RunInference transform best practices

When using Dataflow for ML inference, we recommend that you use the RunInference transform. Using this transform comes with a number of benefits, including:

  • Intelligent model memory management optimized for a Dataflow worker when performing local inference.
  • Dynamic batching which uses pipeline characteristics and user-defined constraints to optimize performance.
  • ML-aware Dataflow backend features which can provide better throughput and latency.
  • Intelligent backoff and autoscaling mechanisms when running into remote inference quotas.
  • Production-ready metrics and operational features.

When using RunInference, there are several things to consider:

Memory management

When you load a medium or large ML model, your machine might run out of memory. Dataflow provides tools to help avoid out-of-memory (OOM) errors when loading ML models.

To effectively tune your pipeline, it's important to understand the different units of compute in Dataflow:

  • VM: The virtual machine instance (machine type), such as n1-standard-8. In Dataflow documentation, this is sometimes referred to as a worker.
  • Process: A Python SDK worker process. By default, Dataflow launches one process per vCPU on the VM.
  • Thread: A single executable task running within a process. Each thread executes a DoFn.

Model memory versus data memory

OOM errors generally fall into two categories:

  1. Model-related memory issues: Occur when the ML model itself is too large to fit multiple copies in memory.
  2. Data-related memory issues: Occur when processing large amounts of data (unrelated to the model size) exceeds the available memory.
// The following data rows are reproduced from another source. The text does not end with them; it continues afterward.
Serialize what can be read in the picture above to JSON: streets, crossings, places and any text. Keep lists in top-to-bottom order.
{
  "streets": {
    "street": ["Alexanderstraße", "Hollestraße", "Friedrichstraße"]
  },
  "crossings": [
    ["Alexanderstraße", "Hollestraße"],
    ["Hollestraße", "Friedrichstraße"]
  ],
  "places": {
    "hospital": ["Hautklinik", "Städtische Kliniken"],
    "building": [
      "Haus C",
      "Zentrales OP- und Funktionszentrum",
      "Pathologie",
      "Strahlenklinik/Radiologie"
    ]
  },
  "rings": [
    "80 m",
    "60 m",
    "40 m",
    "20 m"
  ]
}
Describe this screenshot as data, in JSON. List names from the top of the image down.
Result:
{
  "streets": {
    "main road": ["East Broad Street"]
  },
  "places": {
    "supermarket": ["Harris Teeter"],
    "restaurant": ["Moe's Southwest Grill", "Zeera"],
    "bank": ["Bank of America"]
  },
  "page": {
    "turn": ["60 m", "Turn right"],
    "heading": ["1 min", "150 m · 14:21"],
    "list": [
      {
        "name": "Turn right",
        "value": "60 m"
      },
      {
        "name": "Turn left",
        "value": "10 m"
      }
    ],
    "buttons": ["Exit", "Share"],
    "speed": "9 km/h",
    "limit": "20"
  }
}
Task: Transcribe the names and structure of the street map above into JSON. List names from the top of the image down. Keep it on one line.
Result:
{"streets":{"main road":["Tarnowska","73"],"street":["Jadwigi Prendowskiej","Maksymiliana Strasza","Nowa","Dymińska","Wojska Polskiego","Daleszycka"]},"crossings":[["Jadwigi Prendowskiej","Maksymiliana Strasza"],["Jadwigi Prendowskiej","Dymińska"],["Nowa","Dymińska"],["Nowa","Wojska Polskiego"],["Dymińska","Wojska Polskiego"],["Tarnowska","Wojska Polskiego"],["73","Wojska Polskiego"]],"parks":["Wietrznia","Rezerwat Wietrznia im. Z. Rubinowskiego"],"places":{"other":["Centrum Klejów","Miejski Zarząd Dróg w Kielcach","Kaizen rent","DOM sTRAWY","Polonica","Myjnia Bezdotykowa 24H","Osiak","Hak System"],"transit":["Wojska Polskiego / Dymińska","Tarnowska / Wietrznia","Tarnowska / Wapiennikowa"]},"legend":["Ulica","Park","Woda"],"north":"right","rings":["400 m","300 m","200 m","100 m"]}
Use the following table to determine the appropriate approach for your scenario.

Scenario Solution
The models are small enough to fit in memory. Use the RunInference transform without any additional configurations. The RunInference transform shares the models across threads. If you can fit one model per CPU core on your machine, then your pipeline can use the default configuration. This loads one model copy per process.
Multiple differently-trained models are performing the same task. Use per-model keys. For more information, see Run ML inference with multiple differently-trained models.
One model is loaded into memory, and all processes on a VM share this model.

Use large_model=true. This loads one model copy per VM and shares it across all processes on that VM. For more information, see Run ML inference with multiple differently-trained models.

If you're building a custom model handler, instead of using the large_model parameter, override the share_model_across_processes parameter.

You need to configure the exact number of models loaded onto your machine.

To control exactly how many models are loaded per VM, set the large_model=True and set the model_copies=INT to load a specific number of copies.

If you're building a custom model handler, override the model_copies parameter. To use model_copies=INT, you must set large_model=True. A value of 1 (the default) effectively loads a single copy per VM when large_model=True.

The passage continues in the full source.